◆ Work required ◆
For the records below, give the number of lines where the string "heading" occurs. Include nothing else.

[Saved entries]
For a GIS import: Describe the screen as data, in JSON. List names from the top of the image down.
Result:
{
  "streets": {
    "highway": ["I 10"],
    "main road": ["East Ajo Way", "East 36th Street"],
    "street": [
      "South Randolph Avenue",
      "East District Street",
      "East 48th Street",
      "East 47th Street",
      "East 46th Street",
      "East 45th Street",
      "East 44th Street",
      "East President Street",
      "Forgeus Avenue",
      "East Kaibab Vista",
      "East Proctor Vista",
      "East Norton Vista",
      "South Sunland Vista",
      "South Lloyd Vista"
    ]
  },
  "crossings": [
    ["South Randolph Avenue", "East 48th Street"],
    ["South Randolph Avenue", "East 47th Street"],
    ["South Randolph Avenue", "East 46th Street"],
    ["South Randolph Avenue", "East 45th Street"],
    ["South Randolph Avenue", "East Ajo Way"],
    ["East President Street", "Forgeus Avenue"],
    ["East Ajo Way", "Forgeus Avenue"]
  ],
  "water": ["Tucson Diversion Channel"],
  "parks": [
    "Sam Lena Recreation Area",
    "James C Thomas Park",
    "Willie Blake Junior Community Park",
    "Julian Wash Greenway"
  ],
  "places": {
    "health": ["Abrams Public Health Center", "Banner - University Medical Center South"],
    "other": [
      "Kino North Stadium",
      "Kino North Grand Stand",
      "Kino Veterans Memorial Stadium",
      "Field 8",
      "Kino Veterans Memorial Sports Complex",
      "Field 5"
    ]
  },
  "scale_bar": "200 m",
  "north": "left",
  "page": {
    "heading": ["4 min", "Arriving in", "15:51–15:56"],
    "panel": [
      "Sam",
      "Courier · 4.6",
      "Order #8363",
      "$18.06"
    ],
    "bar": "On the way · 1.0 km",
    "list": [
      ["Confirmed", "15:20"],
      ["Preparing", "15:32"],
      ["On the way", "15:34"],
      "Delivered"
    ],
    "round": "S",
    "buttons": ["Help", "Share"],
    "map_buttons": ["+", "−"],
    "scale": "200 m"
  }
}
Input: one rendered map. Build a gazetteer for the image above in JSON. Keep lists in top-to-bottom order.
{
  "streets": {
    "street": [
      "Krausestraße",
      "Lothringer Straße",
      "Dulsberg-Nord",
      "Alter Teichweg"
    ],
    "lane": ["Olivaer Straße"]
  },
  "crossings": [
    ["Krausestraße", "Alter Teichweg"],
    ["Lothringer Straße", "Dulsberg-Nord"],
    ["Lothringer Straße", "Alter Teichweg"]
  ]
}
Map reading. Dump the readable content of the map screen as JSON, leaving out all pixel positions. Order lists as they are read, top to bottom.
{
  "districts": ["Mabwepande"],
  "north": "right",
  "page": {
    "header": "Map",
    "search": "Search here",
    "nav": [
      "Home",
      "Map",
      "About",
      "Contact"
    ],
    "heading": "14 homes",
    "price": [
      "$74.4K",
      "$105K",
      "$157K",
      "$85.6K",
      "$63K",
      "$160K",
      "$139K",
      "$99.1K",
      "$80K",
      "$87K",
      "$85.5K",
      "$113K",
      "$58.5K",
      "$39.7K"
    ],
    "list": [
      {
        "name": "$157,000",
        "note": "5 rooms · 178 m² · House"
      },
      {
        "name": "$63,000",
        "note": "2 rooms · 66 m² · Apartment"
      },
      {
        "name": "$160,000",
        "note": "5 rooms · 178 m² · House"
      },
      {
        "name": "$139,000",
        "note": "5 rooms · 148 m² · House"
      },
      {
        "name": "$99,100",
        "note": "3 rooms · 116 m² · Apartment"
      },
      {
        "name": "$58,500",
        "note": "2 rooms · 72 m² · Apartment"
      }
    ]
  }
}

◆ Your response ◆
2